Rol slachtoffer in strafzaken wordt te groot
De rol van het slachtoffer in strafzaken dreigt zo groot te worden dat de essentie van het strafrecht wordt aangetast, meent mr. dr. Nico Kwakman. Een strafproces is een zaak tussen overheid en verdachte en dat moet zo blijven.

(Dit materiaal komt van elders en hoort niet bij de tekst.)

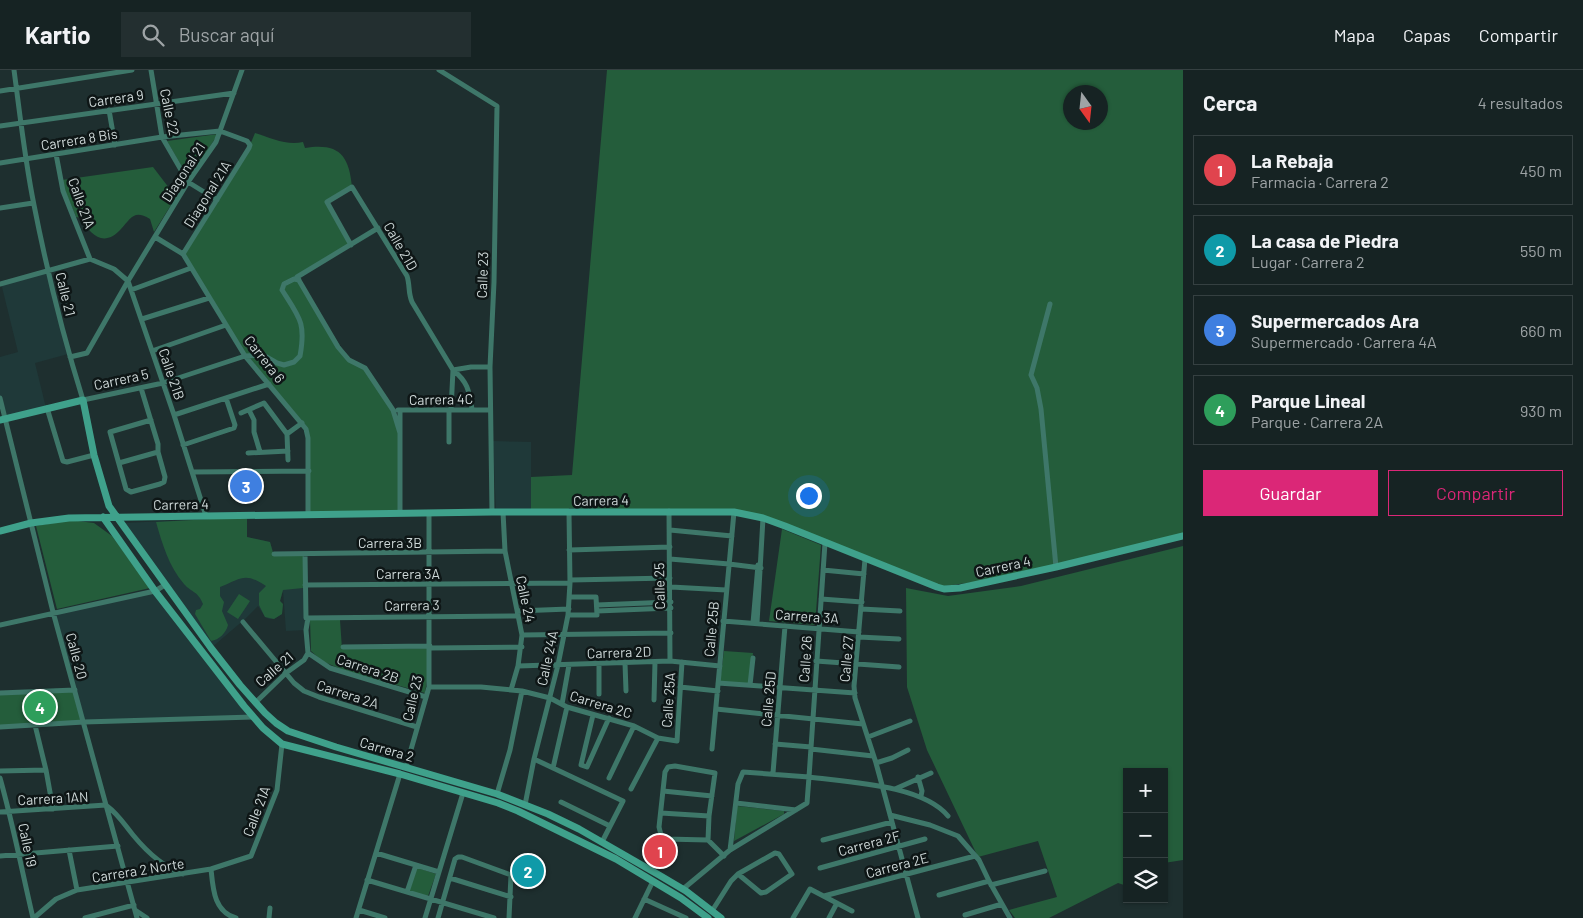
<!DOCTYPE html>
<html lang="es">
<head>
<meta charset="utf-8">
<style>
	body { margin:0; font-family:Barlow,sans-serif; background:#232f30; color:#f1f3f6 }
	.controls { position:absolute; right:15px; bottom:15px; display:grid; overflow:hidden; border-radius:0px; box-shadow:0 1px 4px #0004 }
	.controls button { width:45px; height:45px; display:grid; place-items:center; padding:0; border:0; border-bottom:1px solid #354041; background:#162323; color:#f1f3f6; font:25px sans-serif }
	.compass { position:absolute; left:1063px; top:15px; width:45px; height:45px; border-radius:50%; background:#162323; box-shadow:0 1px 4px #0004; rotate:165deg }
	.you { position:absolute; left:808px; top:425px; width:18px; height:18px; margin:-12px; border:4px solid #fff; border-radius:50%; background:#1a73e8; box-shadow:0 0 0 8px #1a73e833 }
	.badge { display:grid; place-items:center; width:32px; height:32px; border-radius:50%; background:#db2777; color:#fff; font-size:16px; font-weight:700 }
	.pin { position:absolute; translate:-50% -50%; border:2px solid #fff; box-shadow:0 1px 5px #0006 }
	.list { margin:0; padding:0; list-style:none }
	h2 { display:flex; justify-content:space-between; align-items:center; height:65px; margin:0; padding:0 20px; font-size:21px }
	h2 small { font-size:16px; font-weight:400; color:#9ea4a6 }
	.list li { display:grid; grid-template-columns:32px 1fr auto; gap:15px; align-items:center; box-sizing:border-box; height:70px; margin:0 10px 10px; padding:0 10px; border:1px solid #354041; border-radius:0px }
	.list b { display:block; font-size:19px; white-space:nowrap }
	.list p { margin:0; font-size:16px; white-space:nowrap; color:#9ea4a6 }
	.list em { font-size:16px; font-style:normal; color:#9ea4a6 }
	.actions { display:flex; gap:10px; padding:15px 20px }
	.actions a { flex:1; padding:11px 0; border:1px solid #db2777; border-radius:0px; text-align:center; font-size:18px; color:#db2777 }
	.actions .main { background:#db2777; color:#fff }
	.icon { flex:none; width:28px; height:28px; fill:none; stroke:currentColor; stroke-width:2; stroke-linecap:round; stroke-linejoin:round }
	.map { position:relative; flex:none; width:1183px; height:848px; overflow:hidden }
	header { display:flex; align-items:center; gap:30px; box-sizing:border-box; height:70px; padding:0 25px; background:#162323; border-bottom:1px solid #354041 }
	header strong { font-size:24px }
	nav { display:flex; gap:28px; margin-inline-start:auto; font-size:18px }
	.search { width:350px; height:45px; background:#232f30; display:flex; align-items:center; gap:12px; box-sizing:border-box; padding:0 18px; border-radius:0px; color:#9ea4a6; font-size:19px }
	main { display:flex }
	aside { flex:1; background:#162323 }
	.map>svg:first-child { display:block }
</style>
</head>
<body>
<header>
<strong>Kartio</strong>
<div class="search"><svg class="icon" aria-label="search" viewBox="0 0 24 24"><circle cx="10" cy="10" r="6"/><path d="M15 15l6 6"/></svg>Buscar aquí</div>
<nav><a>Mapa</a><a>Capas</a><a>Compartir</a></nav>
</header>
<main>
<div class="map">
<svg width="1183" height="848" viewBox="0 0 1183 848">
	<rect width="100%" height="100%" fill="#1e2f2f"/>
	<path fill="#1f3939" d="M48,202L68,284L35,293L46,338L5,348L0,328V287L18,282L1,213Z
		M493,371L531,372V442H496Z
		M230,448L247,449V467L270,472L274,486L304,485L303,518L306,560L286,561L283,521L280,531L283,534L282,544L274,549H269L265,547L258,536L245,549L211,578L124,453Z
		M155,521L253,647L84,652L53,542Z"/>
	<path fill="#245d3b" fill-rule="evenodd" d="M607,0H1183V466L1011,507L937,517L785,456L734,442L569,438L568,442H531V407L572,405ZM1070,22H1100V52H1070Z
		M255,63C271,68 287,76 303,72L305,78C338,73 349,84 352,117L327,132L351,175L297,208L349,290L365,298L393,340L400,363V443L308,445L306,359L245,286L183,184L250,75Z
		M218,64L189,109L167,71Z
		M153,97L176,127L154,162L150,149C134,139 131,148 121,159C104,178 90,165 81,148L76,147L65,121L62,110Z
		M230,448L247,449V467L270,472L274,486L304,485L303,518L283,520L280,531L283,534L282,544L274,549L265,547L259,535V523L266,516C245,502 242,508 220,517V526L224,532L222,541L228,555C226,563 219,570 211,571L195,544L196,540L200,539L203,534C198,521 192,523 184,514C169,497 162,473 156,452Z
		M70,450L94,453L112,466L150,518L57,539L36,456Z
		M782,459L821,475L815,555L769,551Z
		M1183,476V790L1164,793V702H1127V816L1118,813L1049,848H1015L1009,840L1057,827L1038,771L978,787L927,680L907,617L906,518L948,526L1021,516Z
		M239,524L250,531L238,549L227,542Z
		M310,550H340L342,579L427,578V610L425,623L343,600L322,591L311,581Z
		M724,581L753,583L749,614L720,612Z
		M75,620L84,652L0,657V623Z
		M737,736L784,741V744L734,771Z
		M415,797L436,804L428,826L407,821Z"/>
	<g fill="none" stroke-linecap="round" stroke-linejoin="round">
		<path stroke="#3e7769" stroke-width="5" d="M14,0C20,45 25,91 34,135C47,201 63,266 83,330L163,313L245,286L263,285L277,293L284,295L294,292L300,286C306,253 300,248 282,220L284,214L294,209L299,210
			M151,0L162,67L188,112L217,130
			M439,0L497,36L494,212L490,297L492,442
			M0,21L132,0
			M109,40L115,75
			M0,56L234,23
			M56,84L63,121L90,189
			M0,93L162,67L220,61L247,71L250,75L249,78L183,184
			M0,138L33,133
			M378,158L297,207L338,277L349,290L365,298L393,340L400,363
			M155,167L183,184L245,286L306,359L308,368V445
			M351,175L327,132L352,117L407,206C410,215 408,223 412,232L453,300C468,312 469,321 472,339
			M90,189L114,199L128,211L174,345L206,446
			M0,214L90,189
			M131,220L191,198
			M1050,234L1031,305L1037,318L1041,339L1056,497
			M142,249L209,228
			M152,281L226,255
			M70,287L87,283L128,211L188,112L216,72L242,0
			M453,300L471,297H490
			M141,318L158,374V382L165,407L164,412L160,414L131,422L126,419L110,362L151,350
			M0,328L53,542L137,848
			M47,338L63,391L67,392L94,385
			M249,340L254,350V362L260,382
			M398,340H490
			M449,340V372
			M451,340L453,300
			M400,341V443
			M241,343L264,333L287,364L288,390
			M174,345L269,314
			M287,364L302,353
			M183,375L234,358L235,355L226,328
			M248,383L288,381
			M119,393L158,382
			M192,402L309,401
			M669,441L670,591
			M503,442L505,481L522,565L518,596L511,620
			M670,460L732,466
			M825,473L809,707C848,712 923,715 948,746
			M569,480L670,477
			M274,484L505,481
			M305,484L306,548L518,546
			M670,489L729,494L761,498
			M865,489L854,616L855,628L876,693L918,848
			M823,500L864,504
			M570,510L670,508
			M305,515L570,513
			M671,517L726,520
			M821,529L862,532
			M597,535L671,532
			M861,539L900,541
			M517,541L569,539
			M597,541L671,538
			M568,545H597L596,527H570
			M723,551L859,562
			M243,552L294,613L304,621L319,627L417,657
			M753,553L758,495
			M757,553L763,448
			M0,555L155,521L165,515
			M522,565L671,563
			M859,567L899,569
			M343,577L430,576
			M430,578L522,577
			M308,583L330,598L426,627
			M816,591L899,597
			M625,593L626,621
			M599,594V624
			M518,596L670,591L720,596
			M718,613L855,623
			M750,615L753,588
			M429,617H481L522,621L550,628L567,637L634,656L658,668L677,671L682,592
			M680,617L718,621
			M0,623L75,620
			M654,630L655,592
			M255,633L286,603L304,590L308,583L306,560L308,548
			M562,634L569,595
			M716,639L863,654
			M593,645L581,695L587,697L609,648
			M35,655L46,700L53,739
			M0,657L84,652L253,647
			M868,667L910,651
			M775,674L811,677
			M712,679L734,442
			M811,679L873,686
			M534,689L623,731L602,772
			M876,693L892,688L908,680
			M406,697L429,617V443
			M553,698L567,637
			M0,701L46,700
			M773,703L785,556
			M918,707L922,721L921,726
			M0,708C13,754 22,801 33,848
			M609,708L634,656
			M631,719L658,668
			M895,719L931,703
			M663,721L712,726
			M497,724L510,680L522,621
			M561,732L610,756
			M736,733L796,740
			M525,735L534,689L558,595L568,545L570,513L569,443
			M107,736C118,744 124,754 133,765C147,782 163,797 183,804
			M0,742L106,735
			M661,743L709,746
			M890,745L930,755L958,766L979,790L989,811L1010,848
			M708,770L665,769L661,765L659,757L665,702L668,697L675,696L715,703L709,746L708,770L724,786
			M823,770L892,752
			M69,780L77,820
			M376,783L439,802
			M0,786L118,776
			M820,798L925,769
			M211,799C213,819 214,842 236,848
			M450,808L511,827
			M367,810L494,848
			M991,815L1045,801
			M683,819L730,780L807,733L809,707L743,702L738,714L730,780
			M407,822L416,795
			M939,825L989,811
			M824,826L975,786
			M644,829L686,848
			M135,840L147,848
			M359,840L385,848
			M712,841L731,811L738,804L775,783L779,784L792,804L766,822L761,823L738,804
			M965,845L1002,834
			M34,848L56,829L77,820L211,799L251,786L277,720L282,674
			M85,848L134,835
			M269,848L270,838
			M356,848L400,704
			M425,848L463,723
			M438,848L455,789L458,787H462L511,805L509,848
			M635,848L653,811
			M793,848L810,819L852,841
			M829,848L837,833"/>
		<path stroke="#3fa18b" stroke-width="7" d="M0,350L83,330L94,385L109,436L211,578L240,615L265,643L276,653L288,661L336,677L497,724L548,744L579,759L659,805L686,821L721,848
			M103,447L155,521L244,636L263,658L282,674L400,704L498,733L518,741L616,789L681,828L708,848
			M0,461L31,453L69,448L492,442H734L763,448L785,456L937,517L944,519L960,518L1056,497L1183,466"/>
	</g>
	<g text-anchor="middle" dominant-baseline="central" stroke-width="5" stroke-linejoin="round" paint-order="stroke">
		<g font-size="14" fill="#cfd9d9" stroke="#0e1616">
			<text transform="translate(116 28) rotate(-8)">Carrera 9</text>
			<text transform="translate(170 42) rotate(78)">Calle 22</text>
			<text transform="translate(79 69) rotate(-9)">Carrera 8 Bis</text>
			<text transform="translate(183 102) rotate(-57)">Diagonal 21</text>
			<text transform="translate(207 124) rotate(-58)">Diagonal 21A</text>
			<text transform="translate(82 133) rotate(70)">Calle 21A</text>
			<text transform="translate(401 176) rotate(60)">Calle 21D</text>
			<text transform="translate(482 205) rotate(-88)">Calle 23</text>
			<text transform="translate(66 224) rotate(76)">Calle 21</text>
			<text transform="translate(265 289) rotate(52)">Carrera 6</text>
			<text transform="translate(172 304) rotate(71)">Calle 21B</text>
			<text transform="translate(121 309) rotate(-12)">Carrera 5</text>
			<text transform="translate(441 329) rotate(-1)">Carrera 4C</text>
			<text transform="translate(601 430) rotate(-1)">Carrera 4</text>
			<text transform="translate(181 434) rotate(-1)">Carrera 4</text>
			<text x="390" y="472">Carrera 3B</text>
			<text transform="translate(1003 496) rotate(-12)">Carrera 4</text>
			<text x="408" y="503">Carrera 3A</text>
			<text transform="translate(659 516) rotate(-91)">Calle 25</text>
			<text transform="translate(526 529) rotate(78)">Calle 24</text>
			<text transform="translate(412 535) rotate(-1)">Carrera 3</text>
			<text transform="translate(807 546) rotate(4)">Carrera 3A</text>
			<text transform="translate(711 559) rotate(-85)">Calle 25B</text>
			<text transform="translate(619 582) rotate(-2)">Carrera 2D</text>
			<text transform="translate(77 586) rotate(75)">Calle 20</text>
			<text transform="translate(547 588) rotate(-78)">Calle 24A</text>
			<text transform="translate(805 589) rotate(-86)">Calle 26</text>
			<text transform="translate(846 589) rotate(-85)">Calle 27</text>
			<text transform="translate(368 598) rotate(18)">Carrera 2B</text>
			<text transform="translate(274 599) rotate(-41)">Calle 21</text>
			<text transform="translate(348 624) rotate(18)">Carrera 2A</text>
			<text transform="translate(412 628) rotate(-77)">Calle 23</text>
			<text transform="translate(768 629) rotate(-85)">Calle 25D</text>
			<text transform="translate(668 630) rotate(-86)">Calle 25A</text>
			<text transform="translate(601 634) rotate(17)">Carrera 2C</text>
			<text transform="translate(387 679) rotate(16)">Carrera 2</text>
			<text transform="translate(53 728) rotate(-3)">Carrera 1AN</text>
			<text transform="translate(256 741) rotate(-69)">Calle 21A</text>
			<text transform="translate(869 773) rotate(-15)">Carrera 2F</text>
			<text transform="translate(28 775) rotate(78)">Calle 19</text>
			<text transform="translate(897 795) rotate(-15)">Carrera 2E</text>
			<text transform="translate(138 800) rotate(-9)">Carrera 2 Norte</text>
		</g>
	</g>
</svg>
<div class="controls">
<button>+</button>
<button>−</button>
<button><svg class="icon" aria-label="layers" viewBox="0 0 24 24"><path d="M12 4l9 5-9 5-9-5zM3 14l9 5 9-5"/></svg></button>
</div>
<svg class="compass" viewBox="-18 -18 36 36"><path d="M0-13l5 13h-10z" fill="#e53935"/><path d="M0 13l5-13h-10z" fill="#9ea4a6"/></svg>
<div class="you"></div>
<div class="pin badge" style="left:660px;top:781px;background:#e0444e">1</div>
<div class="pin badge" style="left:528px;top:801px;background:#0f9aa8">2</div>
<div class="pin badge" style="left:246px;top:416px;background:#3f7fe0">3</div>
<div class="pin badge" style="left:40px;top:637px;background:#2e9e5b">4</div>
</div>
<aside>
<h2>Cerca<small>4 resultados</small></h2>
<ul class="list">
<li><span class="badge" style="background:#e0444e">1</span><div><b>La Rebaja</b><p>Farmacia · Carrera 2</p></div><em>450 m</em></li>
<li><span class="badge" style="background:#0f9aa8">2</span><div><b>La casa de Piedra</b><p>Lugar · Carrera 2</p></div><em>550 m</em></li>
<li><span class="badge" style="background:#3f7fe0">3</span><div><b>Supermercados Ara</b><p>Supermercado · Carrera 4A</p></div><em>660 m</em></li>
<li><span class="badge" style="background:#2e9e5b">4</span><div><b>Parque Lineal</b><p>Parque · Carrera 2A</p></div><em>930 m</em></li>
</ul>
<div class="actions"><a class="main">Guardar</a><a>Compartir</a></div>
</aside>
</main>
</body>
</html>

In 2005 kregen slachtoffers van misdrijven en nabestaanden spreekrecht. Zij mogen sindsdien tijdens de rechtszitting vertellen welke gevolgen zij hebben ondervonden van het misdrijf. Dat voorziet in een behoefte, al was het maar de opluchting om het verhaal eens te doen.
De druk van de publieke opinie, die meer solidariteit eist met het slachtoffer, leidt er echter toe dat de politiek de rol van slachtoffers in het strafprocesrecht steeds verder wil uitbreiden. Zo is sinds september ook spreekrecht gegund aan bijvoorbeeld ouders van jonge kinderen.
Staatssecretaris Teeven wil daarnaast het spreekrecht inhoudelijk oprekken. Hij vindt zelfs dat het slachtoffer centraal moet staan in het strafproces. Alsof de verdachte nu wel lang genoeg de hoofdrol heeft gespeeld.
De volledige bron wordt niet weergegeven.